— PROBLEM STATEMENT —
Those lines of the records that contain "them" are to be located and copied.

— ENTRIES PROVIDED —
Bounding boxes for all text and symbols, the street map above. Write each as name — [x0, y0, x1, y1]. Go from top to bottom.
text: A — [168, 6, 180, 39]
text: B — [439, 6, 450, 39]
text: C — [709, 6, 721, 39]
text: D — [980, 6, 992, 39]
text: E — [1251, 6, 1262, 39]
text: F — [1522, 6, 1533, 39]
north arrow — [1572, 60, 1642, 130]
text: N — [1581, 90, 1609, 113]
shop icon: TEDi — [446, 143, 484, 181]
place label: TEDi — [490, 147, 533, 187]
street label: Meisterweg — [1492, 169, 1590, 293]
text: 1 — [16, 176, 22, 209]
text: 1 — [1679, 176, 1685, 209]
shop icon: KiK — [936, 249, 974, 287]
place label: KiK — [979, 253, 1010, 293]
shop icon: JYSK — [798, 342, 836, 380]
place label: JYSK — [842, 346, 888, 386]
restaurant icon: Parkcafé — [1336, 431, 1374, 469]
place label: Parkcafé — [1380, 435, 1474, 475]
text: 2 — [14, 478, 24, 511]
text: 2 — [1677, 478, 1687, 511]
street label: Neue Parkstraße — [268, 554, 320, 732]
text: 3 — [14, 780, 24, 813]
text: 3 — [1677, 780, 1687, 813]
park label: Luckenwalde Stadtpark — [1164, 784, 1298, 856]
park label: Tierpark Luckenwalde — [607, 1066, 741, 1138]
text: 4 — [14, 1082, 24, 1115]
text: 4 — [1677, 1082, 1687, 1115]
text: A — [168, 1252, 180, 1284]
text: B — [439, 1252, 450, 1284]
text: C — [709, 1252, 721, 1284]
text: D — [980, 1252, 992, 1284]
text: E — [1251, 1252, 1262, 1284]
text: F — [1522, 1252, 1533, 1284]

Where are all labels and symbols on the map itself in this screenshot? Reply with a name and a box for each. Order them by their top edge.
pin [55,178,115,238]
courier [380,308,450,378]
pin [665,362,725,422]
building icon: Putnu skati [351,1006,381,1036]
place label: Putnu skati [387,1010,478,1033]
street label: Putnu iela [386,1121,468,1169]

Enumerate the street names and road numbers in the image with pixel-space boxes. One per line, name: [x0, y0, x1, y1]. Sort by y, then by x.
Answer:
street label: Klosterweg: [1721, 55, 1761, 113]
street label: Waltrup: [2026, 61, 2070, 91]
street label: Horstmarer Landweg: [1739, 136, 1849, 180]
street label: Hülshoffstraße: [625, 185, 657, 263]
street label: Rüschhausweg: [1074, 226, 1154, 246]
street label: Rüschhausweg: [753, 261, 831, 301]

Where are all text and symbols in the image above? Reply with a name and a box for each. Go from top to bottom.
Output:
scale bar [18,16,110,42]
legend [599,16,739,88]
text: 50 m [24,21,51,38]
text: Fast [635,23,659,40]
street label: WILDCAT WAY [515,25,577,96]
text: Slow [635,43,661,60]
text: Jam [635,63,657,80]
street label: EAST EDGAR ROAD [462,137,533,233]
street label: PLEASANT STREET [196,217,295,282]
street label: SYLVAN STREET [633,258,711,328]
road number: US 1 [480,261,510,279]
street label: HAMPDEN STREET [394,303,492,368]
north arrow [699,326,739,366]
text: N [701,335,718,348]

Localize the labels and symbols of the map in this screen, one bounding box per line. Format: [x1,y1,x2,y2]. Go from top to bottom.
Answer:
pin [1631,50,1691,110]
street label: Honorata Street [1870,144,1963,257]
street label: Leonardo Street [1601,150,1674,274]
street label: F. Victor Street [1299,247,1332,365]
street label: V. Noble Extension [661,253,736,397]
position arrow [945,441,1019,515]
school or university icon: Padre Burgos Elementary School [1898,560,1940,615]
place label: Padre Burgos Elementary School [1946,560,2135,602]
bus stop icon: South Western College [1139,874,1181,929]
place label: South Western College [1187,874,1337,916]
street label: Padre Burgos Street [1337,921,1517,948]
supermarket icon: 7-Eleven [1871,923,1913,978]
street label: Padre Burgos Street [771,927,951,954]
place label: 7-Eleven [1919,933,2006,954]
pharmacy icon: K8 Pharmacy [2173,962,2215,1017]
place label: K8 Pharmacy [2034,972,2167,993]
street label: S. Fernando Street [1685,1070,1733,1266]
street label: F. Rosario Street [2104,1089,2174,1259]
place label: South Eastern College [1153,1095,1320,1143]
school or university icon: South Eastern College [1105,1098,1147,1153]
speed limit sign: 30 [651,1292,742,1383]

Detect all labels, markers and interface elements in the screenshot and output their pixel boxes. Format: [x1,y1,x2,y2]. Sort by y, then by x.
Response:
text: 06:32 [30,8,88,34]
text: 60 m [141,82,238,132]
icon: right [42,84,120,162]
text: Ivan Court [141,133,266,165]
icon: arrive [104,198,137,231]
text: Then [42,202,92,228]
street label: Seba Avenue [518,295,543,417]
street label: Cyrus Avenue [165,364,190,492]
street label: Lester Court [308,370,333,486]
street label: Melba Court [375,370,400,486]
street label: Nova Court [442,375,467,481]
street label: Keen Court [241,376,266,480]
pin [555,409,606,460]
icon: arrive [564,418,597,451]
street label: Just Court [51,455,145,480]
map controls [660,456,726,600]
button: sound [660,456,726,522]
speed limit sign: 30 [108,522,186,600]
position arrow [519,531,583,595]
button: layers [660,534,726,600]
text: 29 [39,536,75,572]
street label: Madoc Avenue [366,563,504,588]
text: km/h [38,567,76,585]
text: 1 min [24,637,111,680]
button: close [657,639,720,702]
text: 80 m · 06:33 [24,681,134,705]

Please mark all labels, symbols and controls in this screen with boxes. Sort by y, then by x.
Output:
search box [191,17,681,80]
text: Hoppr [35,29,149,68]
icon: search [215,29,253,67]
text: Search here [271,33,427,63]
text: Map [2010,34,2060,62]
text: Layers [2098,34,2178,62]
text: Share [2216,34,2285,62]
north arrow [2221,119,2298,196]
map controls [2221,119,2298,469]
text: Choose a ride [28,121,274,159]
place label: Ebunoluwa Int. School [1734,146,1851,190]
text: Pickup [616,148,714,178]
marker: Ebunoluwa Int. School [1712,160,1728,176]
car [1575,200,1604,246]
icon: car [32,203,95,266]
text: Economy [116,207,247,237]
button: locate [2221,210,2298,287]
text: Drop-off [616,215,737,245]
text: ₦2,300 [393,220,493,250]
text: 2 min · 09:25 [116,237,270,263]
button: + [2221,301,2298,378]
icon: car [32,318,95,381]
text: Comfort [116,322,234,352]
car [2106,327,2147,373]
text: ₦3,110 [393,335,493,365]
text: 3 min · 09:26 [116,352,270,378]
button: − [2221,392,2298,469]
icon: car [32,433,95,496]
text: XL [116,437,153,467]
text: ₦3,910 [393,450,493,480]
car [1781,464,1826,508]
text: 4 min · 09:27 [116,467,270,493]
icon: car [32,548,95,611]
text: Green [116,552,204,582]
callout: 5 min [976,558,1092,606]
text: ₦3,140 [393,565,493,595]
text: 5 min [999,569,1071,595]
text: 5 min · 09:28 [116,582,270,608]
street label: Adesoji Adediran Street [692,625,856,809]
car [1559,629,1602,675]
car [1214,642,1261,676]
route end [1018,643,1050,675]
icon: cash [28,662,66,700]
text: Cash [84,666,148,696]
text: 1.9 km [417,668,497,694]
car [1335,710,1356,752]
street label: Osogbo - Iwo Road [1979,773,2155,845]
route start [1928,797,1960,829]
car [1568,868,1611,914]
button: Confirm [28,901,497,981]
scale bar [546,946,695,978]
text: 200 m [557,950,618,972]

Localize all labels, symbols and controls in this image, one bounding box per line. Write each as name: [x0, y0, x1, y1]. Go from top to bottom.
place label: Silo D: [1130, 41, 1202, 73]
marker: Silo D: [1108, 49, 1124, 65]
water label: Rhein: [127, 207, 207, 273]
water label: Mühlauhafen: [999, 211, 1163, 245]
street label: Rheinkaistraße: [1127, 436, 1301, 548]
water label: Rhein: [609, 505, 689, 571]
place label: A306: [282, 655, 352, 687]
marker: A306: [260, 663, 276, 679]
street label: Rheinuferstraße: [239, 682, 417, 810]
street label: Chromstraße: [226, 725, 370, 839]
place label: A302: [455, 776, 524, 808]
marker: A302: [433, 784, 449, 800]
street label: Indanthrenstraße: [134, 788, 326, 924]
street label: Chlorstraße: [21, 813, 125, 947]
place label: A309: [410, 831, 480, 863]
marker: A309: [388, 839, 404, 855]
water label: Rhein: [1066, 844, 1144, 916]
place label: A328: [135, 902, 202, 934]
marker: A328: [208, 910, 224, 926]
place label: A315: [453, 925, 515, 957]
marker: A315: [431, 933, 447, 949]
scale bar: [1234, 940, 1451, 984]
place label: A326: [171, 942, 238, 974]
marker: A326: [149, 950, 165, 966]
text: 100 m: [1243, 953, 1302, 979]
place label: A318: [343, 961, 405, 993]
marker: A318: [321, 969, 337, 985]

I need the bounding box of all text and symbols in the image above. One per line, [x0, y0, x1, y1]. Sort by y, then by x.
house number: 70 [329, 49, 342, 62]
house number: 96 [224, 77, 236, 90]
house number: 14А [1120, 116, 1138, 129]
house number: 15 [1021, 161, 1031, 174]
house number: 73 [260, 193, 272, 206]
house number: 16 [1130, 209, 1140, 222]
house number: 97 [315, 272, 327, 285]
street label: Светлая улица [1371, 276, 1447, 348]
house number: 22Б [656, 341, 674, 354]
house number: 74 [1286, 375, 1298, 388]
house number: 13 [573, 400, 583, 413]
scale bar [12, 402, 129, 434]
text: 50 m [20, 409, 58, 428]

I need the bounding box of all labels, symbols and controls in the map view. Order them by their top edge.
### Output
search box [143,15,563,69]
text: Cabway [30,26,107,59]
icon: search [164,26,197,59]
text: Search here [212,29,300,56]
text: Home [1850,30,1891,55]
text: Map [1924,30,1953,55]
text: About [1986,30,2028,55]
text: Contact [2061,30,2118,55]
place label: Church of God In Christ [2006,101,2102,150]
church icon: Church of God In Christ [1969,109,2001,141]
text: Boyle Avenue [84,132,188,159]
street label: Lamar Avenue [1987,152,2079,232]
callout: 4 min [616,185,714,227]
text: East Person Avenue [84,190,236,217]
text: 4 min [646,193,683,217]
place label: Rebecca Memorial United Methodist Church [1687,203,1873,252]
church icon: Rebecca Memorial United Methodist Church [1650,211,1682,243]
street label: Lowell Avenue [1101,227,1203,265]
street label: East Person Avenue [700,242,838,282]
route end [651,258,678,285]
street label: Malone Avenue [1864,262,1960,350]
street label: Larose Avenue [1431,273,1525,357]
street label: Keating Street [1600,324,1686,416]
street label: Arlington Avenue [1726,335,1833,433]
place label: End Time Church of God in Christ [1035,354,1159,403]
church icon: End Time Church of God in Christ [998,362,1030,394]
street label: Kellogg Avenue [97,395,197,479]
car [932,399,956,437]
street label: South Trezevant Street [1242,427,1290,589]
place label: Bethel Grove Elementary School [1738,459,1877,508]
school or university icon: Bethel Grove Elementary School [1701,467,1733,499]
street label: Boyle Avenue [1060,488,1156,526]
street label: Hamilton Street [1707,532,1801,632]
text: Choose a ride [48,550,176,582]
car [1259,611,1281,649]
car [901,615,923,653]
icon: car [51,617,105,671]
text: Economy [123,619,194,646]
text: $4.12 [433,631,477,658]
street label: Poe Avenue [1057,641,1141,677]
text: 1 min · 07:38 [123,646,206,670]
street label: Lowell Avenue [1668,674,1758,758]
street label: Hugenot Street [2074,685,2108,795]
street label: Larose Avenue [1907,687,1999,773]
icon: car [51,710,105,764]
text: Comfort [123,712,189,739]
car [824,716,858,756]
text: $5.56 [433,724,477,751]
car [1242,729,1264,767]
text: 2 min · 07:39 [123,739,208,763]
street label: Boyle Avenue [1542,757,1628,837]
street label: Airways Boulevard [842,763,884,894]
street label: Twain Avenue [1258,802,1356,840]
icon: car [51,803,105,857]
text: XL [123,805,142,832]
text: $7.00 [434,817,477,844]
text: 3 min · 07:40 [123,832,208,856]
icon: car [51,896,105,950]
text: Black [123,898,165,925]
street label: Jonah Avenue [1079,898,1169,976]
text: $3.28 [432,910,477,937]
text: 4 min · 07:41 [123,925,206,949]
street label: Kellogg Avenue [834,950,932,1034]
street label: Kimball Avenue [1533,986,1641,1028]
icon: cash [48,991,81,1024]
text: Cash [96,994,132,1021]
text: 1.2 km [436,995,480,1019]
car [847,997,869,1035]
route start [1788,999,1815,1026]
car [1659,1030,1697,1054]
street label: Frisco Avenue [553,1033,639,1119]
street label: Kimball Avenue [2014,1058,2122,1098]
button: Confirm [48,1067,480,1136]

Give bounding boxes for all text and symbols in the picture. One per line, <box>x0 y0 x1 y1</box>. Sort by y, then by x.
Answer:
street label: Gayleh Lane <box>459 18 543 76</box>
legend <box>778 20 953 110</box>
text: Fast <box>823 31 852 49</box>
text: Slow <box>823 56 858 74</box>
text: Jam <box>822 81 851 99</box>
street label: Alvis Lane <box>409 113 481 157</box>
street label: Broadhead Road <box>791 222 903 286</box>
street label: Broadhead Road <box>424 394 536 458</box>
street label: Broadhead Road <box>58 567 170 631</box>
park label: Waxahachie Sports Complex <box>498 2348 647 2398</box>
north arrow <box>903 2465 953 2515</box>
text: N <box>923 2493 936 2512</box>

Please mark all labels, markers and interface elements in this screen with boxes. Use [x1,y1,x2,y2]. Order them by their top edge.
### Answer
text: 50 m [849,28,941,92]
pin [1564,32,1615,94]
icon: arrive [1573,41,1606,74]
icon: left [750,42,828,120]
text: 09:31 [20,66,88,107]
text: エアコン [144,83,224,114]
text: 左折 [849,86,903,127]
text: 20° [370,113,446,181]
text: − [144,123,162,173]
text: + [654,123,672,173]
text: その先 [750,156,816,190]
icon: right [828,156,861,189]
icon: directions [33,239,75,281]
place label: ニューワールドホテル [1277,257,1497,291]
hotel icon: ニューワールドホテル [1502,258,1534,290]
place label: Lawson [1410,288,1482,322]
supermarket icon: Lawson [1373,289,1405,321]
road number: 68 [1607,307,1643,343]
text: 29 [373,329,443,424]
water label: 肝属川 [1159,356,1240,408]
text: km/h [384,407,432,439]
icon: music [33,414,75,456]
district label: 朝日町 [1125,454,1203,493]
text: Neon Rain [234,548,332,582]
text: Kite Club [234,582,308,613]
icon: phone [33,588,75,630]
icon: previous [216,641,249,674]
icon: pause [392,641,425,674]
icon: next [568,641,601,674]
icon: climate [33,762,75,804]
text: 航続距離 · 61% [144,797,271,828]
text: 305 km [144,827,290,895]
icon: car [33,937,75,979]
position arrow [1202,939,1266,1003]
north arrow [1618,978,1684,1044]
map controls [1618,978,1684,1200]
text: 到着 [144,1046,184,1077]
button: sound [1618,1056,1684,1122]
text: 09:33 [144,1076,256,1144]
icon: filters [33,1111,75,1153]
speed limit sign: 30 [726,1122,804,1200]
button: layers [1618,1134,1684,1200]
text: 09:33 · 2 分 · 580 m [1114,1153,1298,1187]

— FINISHED EXERCISE —
Where are all labels and symbols on the map itself in this screenshot? Reply with a name and a box for each. Order them by their top edge.
I need the bounding box of all labels, symbols and controls in the map view. Order them by their top edge.
Please mark all labels, markers and interface elements in this screen with boxes. Use [x1,y1,x2,y2]. Order them by their top edge.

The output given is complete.